Adaptable graph neural networks design to support generalizability for clinical event prediction.

Abstract

Objective: While many machine learning and deep learning-based models for clinical event prediction leverage various data elements from electronic healthcare records such as patient demographics and billing codes, such models face severe challenges when tested outside of their institution of training. These challenges are rooted not only in differences in patient population characteristics, but medical practice patterns of different institutions.

Method: We propose a solution to this problem through systematically adaptable design of graph-based convolutional neural networks (GCNN) for clinical event prediction. Our solution relies on the unique property of GCNN where data encoded as graph edges is only implicitly used during the prediction process and can be adapted after model training without requiring model re-training.

Results: Our adaptable GCNN-based prediction models outperformed all comparative models during external validation for two different clinical problems, while supporting multimodal data integration.

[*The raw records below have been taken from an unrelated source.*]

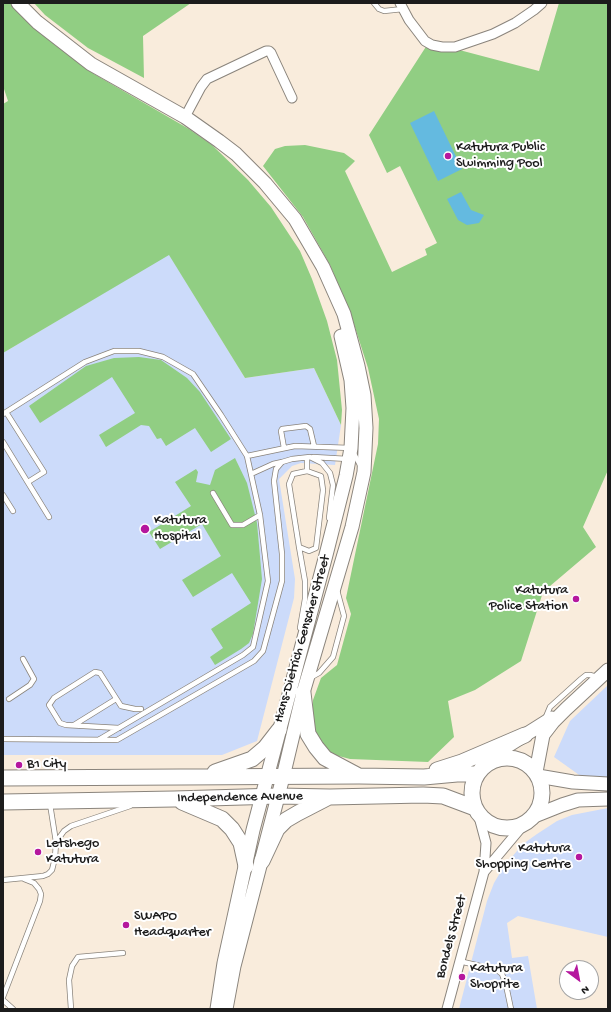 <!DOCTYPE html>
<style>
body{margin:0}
#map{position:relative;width:611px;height:1012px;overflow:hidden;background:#f9ecdc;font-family:"Gochi Hand",sans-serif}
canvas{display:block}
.frame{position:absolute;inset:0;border:4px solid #1c1c1c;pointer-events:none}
.north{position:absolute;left:559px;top:960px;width:40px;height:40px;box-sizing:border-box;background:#fff;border:1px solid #a4a4a4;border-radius:50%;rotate:148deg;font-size:11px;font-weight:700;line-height:16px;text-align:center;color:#1c1c1c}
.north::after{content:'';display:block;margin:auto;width:14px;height:18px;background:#b5179e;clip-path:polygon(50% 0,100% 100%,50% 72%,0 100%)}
</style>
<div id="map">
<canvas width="611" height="1012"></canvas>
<div class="frame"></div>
<div class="north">N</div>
</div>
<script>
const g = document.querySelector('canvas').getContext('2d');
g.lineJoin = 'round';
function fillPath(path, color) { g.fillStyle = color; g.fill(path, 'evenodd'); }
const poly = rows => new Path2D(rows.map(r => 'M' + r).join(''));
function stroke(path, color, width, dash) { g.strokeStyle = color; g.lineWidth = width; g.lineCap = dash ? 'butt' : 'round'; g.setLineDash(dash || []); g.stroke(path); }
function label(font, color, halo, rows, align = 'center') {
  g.font = font + ' "Gochi Hand",sans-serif'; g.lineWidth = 4; g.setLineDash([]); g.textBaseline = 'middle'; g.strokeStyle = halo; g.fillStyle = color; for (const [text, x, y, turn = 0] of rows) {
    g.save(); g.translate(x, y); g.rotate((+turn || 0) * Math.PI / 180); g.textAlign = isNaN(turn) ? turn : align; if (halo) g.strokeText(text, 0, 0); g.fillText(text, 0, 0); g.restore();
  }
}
fillPath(poly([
 [169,254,245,378,314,368,341,425,335,465,301,463,292,466,279,479,295,579,294,598,257,741,222,755,3,755,3,353],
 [608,685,608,777,582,777,554,757,570,721],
 [608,808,608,937,518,916,507,923,512,958,528,956,537,1009,459,1009,487,901,494,883,504,866,523,844,537,834,557,821,572,815]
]), '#ccdbfa');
fillPath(poly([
 [3,3,11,3,32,25,55,45,94,74,189,129,212,145,248,180,271,207,300,251,312,279,327,321,337,360,342,410,341,425,314,368,245,378,169,255,3,353,3,104,8,101,3,86],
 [34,3,191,3,143,36,144,78,88,48,45,15],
 [559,3,608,3,608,470,583,527,596,547,543,592,521,661,475,690,448,701,454,737,428,762,350,759,331,754,321,745,314,731,312,717,313,700,321,678,337,665,351,614,346,598,378,444,379,419,368,368,352,318,330,265,303,217,263,166,275,149,285,146,305,145,344,153,355,161,345,171,392,272,427,255,425,249,437,243,400,166,387,173,369,135,429,42,539,71],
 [139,357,161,360,187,378,200,392,231,439,211,452,195,428,166,446,161,438,157,439,149,426,141,425,106,447,99,435,135,413,112,377,40,423,29,406,86,366,114,358],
 [235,458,247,483,257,523,262,579,253,634,249,643,241,649,215,665,210,657,223,648,211,629,251,603,232,573,193,597,182,580,221,556,202,524,160,549,149,532,191,506,175,482,196,469,198,472,196,482,210,485,215,470]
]), '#91ce83');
fillPath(poly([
 [434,111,462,169,438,181,410,123],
 [461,192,471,210,484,215,479,223,467,225,458,220,447,199]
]), '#64bae0');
const lane = poly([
 [374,3,379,9,384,11,403,9],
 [6,412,44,472,28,482],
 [3,414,85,362,114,351,139,351,163,357,193,374,221,415,247,456,260,515,268,581,253,647,243,655,100,739],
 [3,442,49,517],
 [284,448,281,431,282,429,306,426,310,429,314,446],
 [247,456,295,446,351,448,360,465],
 [313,457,348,459],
 [307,458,307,471],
 [251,474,273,464,282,462],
 [213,493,232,525,243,525,260,515],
 [3,495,13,511],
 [299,547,309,551,316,548,323,490,321,476,307,471,293,474,289,484,299,547,305,581,305,599,300,628],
 [310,678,319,673,333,657,344,616,337,590],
 [9,699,30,685,34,679,23,659],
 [545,719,550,707,581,679,586,675,590,675,597,677],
 [74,725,116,699],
 [119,728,66,725,60,723,49,705,54,698,95,672,100,673,121,706,135,709,141,709],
 [3,739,117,740,254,661,263,651,282,581,282,554,274,481,276,469,282,462,292,459,310,457,322,463,330,473,333,485,329,518],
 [56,842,64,831,71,826,130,806],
 [3,880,43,876,48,874,52,870,55,858,56,842,50,804],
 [459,961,497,970,502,974,506,985,511,1009],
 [3,997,40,901,41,894,39,889,34,883,24,879],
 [3,1000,13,1009],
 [71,1009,69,980,72,966,78,957,123,953]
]);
const street = poly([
 [400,3,409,20,425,41,432,45,442,47,455,47,493,34,515,23,534,10,542,3],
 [185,117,201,87,207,79,266,51,269,51,271,53,292,98],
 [484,872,525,823],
 [447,1009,484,872,486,843,478,813]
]);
const secondary = poly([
 [18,3,37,22,91,64,185,117,219,141,236,154,265,183,295,219,323,267,344,314,358,366,364,395,366,428,364,472,352,527,303,693,283,777,234,966,226,1009],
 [486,764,506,747,552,718],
 [536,772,543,735,553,722,566,709,608,670],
 [538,776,573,782,608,784],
 [532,817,562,805,578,800,608,799],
 [217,1009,224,963,253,830,326,555,346,476,351,448,353,408,351,380,341,336]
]);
const primary = poly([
 [303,693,308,734,316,747,325,758,357,775],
 '472 793a35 35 0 1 1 70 0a35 35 0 1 1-70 0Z',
 [437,770,462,762,525,735],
 [215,772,252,759,265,748,279,730],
 [3,778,359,776,424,777,457,774,477,774],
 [3,802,174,799,278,796,330,797,423,795,443,796,475,808],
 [182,802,222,819,232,829,241,843,246,866],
 [262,861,277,829,286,820,298,813,327,798]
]);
stroke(lane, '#8a847c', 6);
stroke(street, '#8a847c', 11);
stroke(secondary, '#8a847c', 15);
stroke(primary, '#8a847c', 17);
stroke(lane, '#fff', 4.5);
stroke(street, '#fff', 9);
stroke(secondary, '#fff', 13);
stroke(primary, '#fff', 15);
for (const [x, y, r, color] of [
 [448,156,4,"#b5179e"],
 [145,529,5,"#b5179e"],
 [576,599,4,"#b5179e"],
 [19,765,4,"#b5179e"],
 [38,852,4,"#b5179e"],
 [579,857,4,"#b5179e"],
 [126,925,4,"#b5179e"],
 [462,977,4,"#b5179e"]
]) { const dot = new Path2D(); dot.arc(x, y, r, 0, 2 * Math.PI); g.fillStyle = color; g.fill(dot); stroke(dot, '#fff', 1.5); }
label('14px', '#1c1c1c', '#fff', [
 ["Katutura Public",456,148],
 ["Swimming Pool",456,164],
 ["Katutura",154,521],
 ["Hospital",154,537],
 ["Katutura",568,591,"right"],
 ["Police Station",568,607,"right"],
 ["B1 City",27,765],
 ["Letshego",46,844],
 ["Katutura",46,860],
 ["Katutura",571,849,"right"],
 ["Shopping Centre",571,865,"right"],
 ["SWAPO",134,917],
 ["Headquarter",134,933],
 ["Katutura",470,969],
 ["Shoprite",470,985]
], 'left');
label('14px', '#1c1c1c', '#fff', [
 ["Hans-Dietrich Genscher Street",303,639,-74],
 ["Independence Avenue",240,798,-1],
 ["Bondels Street",452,937,-75]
]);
</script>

For prediction of hospital discharge and mortality, the comparative fusion baseline model achieved 0.58 [0.52-0.59] and 0.81[0.80-0.82] AUROC on the external dataset while the GCNN achieved 0.70 [0.68-0.70] and 0.91 [0.90-0.92] respectively. For prediction of future unplanned transfusion, we observed even more gaps in performance due to missing/incomplete data in the external dataset - late fusion achieved 0.44[0.31-0.56] while the GCNN model achieved 0.70 [0.62-0.84].

Conclusion: These results support our hypothesis that carefully designed GCNN-based models can overcome generalization challenges faced by prediction models.